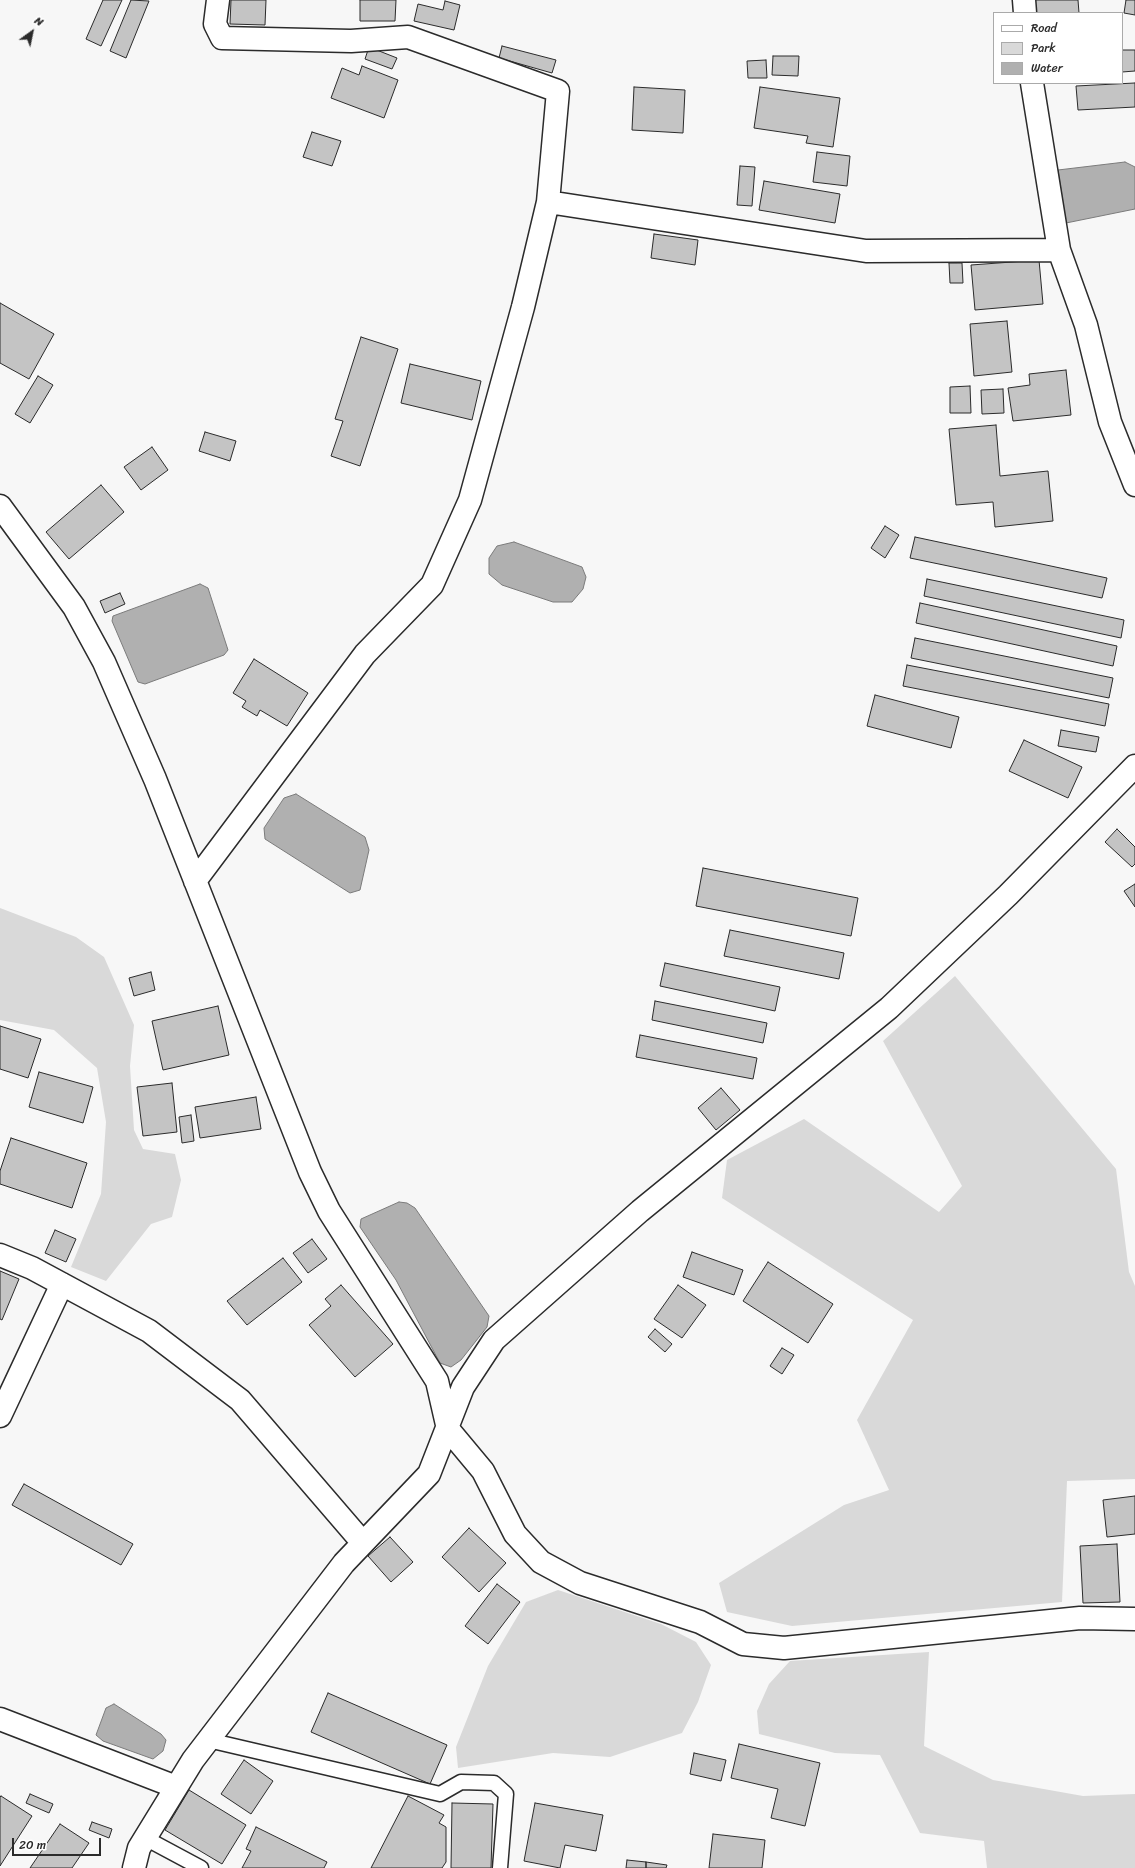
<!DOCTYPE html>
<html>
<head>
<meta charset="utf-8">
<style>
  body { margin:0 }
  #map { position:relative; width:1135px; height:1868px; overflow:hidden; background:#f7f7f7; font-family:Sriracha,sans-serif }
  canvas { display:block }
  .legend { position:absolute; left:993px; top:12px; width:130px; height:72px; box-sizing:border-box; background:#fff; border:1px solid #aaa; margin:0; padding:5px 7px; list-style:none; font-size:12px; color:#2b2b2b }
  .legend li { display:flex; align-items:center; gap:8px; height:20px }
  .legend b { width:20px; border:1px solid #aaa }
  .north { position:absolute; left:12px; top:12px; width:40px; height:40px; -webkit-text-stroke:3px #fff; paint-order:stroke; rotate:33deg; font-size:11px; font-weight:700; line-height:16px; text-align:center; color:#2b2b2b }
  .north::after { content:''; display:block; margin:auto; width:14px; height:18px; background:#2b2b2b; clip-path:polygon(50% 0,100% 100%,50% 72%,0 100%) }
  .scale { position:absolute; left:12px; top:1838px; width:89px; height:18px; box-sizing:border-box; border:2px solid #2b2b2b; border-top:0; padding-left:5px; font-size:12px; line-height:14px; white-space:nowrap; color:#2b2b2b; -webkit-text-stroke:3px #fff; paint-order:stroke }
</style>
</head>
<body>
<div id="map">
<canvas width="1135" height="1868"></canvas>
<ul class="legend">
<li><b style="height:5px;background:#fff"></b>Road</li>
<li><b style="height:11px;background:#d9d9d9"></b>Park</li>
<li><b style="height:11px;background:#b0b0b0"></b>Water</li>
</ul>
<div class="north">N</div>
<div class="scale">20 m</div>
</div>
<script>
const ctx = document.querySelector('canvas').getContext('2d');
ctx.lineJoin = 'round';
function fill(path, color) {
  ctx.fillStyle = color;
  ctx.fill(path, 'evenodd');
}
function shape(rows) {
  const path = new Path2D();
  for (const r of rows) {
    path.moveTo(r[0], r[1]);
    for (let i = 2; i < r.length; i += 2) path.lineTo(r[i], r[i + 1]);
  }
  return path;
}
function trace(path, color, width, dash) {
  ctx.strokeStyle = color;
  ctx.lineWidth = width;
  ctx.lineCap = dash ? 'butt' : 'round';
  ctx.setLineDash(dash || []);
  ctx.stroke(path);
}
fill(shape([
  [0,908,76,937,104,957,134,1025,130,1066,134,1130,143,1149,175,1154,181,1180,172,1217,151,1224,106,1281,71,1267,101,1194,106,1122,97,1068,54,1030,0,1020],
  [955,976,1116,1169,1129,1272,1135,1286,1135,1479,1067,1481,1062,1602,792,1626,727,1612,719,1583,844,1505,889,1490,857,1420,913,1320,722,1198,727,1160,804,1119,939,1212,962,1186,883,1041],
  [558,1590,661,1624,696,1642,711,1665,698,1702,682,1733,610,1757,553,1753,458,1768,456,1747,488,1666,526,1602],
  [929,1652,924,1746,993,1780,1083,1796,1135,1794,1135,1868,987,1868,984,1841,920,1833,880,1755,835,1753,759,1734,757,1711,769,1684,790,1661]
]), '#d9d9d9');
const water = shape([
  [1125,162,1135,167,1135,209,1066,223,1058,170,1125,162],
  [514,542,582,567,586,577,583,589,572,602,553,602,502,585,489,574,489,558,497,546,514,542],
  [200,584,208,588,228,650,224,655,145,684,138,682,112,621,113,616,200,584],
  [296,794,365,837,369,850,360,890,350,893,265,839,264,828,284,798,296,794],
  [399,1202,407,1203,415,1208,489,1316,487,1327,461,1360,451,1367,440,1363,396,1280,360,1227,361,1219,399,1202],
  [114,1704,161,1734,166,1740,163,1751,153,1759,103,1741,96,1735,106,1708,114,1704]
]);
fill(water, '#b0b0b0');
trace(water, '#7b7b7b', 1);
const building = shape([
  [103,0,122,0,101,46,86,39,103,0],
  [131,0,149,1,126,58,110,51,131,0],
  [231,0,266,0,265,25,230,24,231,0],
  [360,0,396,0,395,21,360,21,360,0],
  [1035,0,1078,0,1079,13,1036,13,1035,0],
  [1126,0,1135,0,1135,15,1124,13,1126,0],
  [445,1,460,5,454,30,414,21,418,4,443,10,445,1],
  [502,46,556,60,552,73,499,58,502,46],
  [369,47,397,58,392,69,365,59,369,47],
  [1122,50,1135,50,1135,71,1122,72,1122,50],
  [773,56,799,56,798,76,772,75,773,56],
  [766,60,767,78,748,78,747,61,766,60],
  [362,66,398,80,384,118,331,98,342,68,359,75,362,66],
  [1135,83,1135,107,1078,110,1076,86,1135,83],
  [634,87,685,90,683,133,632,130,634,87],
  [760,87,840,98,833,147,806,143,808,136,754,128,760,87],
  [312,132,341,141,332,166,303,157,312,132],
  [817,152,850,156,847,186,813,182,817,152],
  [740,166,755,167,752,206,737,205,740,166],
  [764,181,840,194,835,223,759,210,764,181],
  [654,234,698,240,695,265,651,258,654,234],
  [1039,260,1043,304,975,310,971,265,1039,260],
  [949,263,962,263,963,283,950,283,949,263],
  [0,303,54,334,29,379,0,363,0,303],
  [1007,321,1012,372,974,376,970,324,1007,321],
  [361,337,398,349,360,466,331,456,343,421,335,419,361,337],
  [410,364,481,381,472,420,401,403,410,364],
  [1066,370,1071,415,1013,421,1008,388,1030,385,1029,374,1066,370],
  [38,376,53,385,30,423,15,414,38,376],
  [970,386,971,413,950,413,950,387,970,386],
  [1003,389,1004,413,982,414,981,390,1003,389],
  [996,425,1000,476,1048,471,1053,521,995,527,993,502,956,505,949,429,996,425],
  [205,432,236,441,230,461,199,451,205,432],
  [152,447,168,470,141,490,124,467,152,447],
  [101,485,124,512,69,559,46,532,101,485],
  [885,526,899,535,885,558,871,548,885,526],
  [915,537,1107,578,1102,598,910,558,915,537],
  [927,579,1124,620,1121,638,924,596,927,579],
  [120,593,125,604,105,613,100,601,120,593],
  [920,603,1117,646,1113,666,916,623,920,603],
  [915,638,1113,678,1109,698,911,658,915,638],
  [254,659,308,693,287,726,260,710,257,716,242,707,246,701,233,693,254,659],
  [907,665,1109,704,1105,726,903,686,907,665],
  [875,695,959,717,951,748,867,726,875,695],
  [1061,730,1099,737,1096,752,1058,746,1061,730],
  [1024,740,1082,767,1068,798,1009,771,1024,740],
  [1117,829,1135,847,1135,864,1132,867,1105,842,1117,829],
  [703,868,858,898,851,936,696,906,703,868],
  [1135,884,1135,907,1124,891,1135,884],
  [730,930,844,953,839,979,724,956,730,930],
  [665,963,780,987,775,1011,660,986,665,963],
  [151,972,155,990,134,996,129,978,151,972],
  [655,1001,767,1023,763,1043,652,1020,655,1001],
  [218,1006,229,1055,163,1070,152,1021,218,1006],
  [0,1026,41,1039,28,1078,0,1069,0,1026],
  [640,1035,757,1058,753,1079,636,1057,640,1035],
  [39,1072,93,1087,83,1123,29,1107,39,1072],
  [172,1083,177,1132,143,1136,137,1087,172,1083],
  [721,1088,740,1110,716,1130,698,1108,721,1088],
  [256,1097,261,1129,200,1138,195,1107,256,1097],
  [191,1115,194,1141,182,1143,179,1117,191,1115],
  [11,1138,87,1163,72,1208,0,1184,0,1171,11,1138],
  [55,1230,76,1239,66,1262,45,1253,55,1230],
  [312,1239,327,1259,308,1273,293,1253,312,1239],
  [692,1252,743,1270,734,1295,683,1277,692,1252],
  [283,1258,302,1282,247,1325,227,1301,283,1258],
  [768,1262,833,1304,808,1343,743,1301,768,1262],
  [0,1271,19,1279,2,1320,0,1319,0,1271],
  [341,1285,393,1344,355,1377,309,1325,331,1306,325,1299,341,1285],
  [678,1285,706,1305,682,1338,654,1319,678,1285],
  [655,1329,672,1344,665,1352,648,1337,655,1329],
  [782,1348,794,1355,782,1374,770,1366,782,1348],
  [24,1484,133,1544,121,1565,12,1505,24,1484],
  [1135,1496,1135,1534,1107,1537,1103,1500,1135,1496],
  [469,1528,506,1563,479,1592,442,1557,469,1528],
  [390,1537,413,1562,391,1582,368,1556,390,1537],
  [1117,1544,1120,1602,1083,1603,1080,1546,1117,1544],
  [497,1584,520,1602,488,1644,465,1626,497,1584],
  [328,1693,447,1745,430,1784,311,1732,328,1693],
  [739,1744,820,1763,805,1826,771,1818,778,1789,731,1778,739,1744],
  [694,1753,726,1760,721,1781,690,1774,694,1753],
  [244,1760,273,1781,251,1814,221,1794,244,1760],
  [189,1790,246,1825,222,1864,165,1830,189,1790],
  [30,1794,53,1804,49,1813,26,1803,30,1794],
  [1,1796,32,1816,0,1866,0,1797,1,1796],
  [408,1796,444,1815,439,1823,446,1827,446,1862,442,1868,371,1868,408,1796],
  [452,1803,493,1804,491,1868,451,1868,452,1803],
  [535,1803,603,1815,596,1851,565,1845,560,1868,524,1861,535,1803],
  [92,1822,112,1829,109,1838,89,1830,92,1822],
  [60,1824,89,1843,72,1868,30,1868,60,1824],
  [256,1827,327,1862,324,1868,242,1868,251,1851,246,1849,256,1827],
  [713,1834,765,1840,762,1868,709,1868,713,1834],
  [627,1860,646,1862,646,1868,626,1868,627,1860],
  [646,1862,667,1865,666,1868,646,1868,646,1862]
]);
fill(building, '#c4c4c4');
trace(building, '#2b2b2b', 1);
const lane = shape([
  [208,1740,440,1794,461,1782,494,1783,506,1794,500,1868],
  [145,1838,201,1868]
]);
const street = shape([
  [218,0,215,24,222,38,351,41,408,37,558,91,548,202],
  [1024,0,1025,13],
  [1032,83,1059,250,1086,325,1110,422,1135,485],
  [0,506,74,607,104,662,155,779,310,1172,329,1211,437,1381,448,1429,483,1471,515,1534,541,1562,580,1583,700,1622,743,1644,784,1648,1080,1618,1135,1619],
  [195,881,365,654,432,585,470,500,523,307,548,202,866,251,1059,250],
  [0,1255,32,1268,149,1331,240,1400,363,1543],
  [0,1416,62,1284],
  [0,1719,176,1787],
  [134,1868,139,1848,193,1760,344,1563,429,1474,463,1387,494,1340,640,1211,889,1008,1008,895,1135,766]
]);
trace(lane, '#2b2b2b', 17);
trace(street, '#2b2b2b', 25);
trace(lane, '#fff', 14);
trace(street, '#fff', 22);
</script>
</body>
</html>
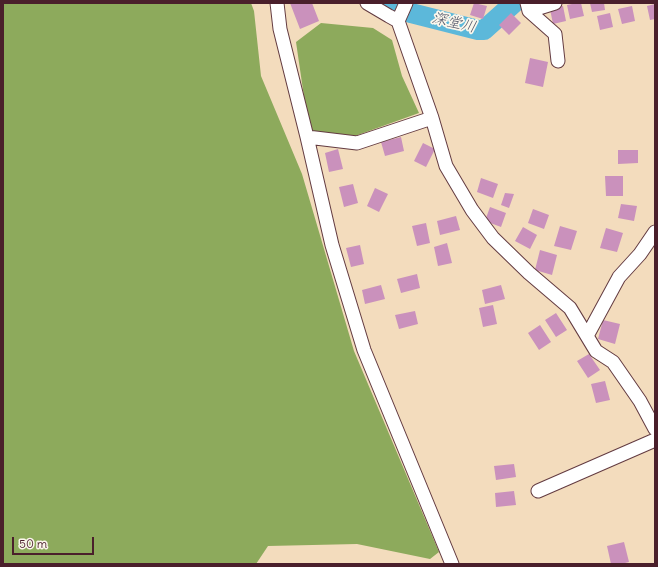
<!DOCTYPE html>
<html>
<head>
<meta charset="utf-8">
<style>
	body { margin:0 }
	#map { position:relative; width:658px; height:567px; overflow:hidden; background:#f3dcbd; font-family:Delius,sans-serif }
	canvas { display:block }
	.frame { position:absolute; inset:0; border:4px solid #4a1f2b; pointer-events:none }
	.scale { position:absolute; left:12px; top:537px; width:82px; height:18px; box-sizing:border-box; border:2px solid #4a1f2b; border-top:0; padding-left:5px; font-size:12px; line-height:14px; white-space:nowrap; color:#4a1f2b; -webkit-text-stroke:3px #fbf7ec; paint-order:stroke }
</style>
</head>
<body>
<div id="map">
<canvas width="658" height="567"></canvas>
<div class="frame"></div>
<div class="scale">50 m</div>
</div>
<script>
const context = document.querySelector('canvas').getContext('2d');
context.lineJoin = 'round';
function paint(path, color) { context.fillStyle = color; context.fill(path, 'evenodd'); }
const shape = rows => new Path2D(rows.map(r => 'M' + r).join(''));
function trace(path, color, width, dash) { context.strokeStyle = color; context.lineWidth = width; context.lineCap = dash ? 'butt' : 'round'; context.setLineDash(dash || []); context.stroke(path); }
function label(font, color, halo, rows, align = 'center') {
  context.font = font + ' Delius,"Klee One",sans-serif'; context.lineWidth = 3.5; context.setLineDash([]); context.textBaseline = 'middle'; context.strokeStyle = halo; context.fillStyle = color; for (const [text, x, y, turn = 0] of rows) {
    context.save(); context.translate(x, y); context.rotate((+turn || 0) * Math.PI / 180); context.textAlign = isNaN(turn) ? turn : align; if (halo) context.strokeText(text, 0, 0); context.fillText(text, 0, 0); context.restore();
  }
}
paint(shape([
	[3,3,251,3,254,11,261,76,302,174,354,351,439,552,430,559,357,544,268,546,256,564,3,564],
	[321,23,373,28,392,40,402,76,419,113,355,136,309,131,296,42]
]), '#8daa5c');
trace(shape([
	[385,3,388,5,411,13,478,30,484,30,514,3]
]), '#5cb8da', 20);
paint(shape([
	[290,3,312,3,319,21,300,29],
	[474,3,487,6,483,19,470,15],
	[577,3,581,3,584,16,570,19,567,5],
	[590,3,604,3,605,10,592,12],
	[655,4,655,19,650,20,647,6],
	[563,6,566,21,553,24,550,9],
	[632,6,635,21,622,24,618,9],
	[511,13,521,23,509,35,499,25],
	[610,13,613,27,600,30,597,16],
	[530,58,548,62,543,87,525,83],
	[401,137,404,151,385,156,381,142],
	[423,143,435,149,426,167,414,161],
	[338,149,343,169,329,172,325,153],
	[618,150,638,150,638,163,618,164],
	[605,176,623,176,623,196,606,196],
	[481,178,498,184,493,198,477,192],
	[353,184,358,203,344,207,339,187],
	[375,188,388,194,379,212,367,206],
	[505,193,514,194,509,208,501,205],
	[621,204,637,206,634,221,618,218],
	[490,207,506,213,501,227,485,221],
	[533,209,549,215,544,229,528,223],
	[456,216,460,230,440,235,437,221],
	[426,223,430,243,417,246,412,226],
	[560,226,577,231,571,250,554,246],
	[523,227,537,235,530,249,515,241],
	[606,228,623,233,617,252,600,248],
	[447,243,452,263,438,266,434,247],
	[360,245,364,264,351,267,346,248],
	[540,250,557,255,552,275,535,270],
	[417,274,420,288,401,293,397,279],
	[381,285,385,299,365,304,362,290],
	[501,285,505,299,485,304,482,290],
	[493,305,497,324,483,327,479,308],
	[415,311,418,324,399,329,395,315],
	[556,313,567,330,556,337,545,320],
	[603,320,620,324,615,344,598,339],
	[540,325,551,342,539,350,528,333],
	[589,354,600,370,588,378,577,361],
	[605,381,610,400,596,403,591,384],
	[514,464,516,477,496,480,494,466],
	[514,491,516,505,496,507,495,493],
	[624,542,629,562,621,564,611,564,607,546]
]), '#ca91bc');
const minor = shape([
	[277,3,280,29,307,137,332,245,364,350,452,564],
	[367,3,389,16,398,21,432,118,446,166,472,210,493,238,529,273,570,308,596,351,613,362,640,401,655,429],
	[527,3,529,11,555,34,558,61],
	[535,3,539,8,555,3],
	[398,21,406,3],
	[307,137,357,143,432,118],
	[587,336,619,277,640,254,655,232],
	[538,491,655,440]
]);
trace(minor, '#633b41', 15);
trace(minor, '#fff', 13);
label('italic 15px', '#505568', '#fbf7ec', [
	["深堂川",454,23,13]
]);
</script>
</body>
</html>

* * * *

About this exercise - The answer is the lines above between the line holding "context = document.querySelector('canvas').getContext('2d');" and the line holding "context.strokeStyle = color;", inclusive, each written out exactly, and no others.

Solution to the problem -
const context = document.querySelector('canvas').getContext('2d');
context.lineJoin = 'round';
function paint(path, color) { context.fillStyle = color; context.fill(path, 'evenodd'); }
const shape = rows => new Path2D(rows.map(r => 'M' + r).join(''));
function trace(path, color, width, dash) { context.strokeStyle = color; context.lineWidth = width; context.lineCap = dash ? 'butt' : 'round'; context.setLineDash(dash || []); context.stroke(path); }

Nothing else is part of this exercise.